→ MATERIAL FOR THIS TASK:
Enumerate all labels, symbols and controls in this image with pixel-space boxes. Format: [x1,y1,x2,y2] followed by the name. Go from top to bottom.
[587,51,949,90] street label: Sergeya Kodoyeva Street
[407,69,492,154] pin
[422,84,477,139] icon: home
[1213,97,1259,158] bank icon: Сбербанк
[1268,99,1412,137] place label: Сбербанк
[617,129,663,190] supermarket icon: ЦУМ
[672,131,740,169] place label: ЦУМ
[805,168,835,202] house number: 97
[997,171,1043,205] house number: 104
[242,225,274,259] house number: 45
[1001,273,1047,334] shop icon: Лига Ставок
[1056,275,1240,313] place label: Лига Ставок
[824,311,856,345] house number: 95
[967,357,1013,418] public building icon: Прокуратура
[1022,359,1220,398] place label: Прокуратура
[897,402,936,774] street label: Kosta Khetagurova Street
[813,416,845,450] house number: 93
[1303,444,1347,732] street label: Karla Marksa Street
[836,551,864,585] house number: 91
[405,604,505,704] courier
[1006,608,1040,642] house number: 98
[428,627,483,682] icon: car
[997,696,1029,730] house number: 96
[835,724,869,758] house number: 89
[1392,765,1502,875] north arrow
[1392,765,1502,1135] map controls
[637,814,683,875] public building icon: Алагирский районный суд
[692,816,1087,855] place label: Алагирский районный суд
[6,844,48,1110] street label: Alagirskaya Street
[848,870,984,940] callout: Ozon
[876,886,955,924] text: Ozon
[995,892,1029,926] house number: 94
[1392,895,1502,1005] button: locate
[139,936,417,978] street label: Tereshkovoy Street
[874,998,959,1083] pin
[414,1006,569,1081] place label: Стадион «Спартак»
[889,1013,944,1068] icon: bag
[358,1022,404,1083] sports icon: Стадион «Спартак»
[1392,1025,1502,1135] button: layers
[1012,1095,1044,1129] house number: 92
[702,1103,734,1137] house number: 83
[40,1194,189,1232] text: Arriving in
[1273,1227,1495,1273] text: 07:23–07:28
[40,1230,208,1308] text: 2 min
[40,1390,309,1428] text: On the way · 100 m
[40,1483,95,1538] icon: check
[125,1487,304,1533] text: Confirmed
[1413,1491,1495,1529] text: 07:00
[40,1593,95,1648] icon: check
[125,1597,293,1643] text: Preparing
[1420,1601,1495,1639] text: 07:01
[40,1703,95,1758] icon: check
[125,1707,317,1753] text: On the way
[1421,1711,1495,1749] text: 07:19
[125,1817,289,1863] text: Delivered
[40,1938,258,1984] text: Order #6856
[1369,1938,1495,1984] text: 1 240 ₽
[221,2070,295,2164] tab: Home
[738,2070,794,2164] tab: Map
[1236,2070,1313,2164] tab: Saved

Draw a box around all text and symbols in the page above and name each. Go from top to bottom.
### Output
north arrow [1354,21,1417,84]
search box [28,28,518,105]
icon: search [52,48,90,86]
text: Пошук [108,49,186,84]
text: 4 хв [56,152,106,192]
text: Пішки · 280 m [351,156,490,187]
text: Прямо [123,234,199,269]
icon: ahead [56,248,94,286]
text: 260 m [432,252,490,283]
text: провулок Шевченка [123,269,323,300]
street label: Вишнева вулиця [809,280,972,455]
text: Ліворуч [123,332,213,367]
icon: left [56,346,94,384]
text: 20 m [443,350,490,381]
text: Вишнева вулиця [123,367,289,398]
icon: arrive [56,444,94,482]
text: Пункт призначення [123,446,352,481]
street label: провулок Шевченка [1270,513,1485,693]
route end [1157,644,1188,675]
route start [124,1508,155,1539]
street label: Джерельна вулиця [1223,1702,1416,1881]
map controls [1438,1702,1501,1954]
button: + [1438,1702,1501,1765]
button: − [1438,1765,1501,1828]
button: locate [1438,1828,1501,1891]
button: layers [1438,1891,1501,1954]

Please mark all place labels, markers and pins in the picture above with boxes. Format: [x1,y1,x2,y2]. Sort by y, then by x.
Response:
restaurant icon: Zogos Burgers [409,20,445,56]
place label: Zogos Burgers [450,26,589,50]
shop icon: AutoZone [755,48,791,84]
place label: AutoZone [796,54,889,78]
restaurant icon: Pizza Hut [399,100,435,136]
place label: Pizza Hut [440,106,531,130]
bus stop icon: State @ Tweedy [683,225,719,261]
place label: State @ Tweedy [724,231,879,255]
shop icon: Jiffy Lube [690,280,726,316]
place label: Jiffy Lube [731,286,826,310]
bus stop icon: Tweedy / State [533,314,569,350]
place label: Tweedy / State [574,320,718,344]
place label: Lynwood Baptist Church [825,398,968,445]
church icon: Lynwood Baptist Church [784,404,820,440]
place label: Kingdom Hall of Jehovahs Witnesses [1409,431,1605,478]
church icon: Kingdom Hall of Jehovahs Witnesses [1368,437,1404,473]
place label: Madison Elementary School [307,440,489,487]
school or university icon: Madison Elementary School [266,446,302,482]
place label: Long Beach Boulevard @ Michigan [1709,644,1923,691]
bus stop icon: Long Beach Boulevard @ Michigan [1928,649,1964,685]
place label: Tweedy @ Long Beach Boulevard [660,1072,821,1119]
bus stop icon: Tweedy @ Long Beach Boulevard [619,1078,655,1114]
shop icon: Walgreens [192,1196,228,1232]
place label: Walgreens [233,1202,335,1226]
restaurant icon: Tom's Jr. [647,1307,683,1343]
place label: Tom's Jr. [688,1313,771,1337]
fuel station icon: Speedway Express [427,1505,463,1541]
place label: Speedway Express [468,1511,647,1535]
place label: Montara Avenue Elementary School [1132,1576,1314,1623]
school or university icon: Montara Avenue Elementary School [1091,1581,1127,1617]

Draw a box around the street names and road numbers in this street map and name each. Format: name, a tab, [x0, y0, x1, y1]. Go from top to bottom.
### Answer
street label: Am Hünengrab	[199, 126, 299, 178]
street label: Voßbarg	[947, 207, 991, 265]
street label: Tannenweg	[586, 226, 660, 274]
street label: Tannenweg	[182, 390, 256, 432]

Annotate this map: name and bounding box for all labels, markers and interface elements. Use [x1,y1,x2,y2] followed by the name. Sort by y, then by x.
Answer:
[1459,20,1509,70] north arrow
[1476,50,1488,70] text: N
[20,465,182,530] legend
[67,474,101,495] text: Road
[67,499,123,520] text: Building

→ EXERCISE INSTRUCTIONS: Scan the listing for "from" and copy out each line that has it.

→ EXERCISE ANSWER:
Enumerate all labels, symbols and controls in this image with pixel-space boxes. Format: [x1,y1,x2,y2] followed by the name. Go from top to bottom.
Draw a box around all text and symbols in the page above and name each. Go from top to bottom.
Draw a box around the street names and road numbers in this street map and name each. Format: name, a tab, [x0, y0, x1, y1]. Go from top to bottom.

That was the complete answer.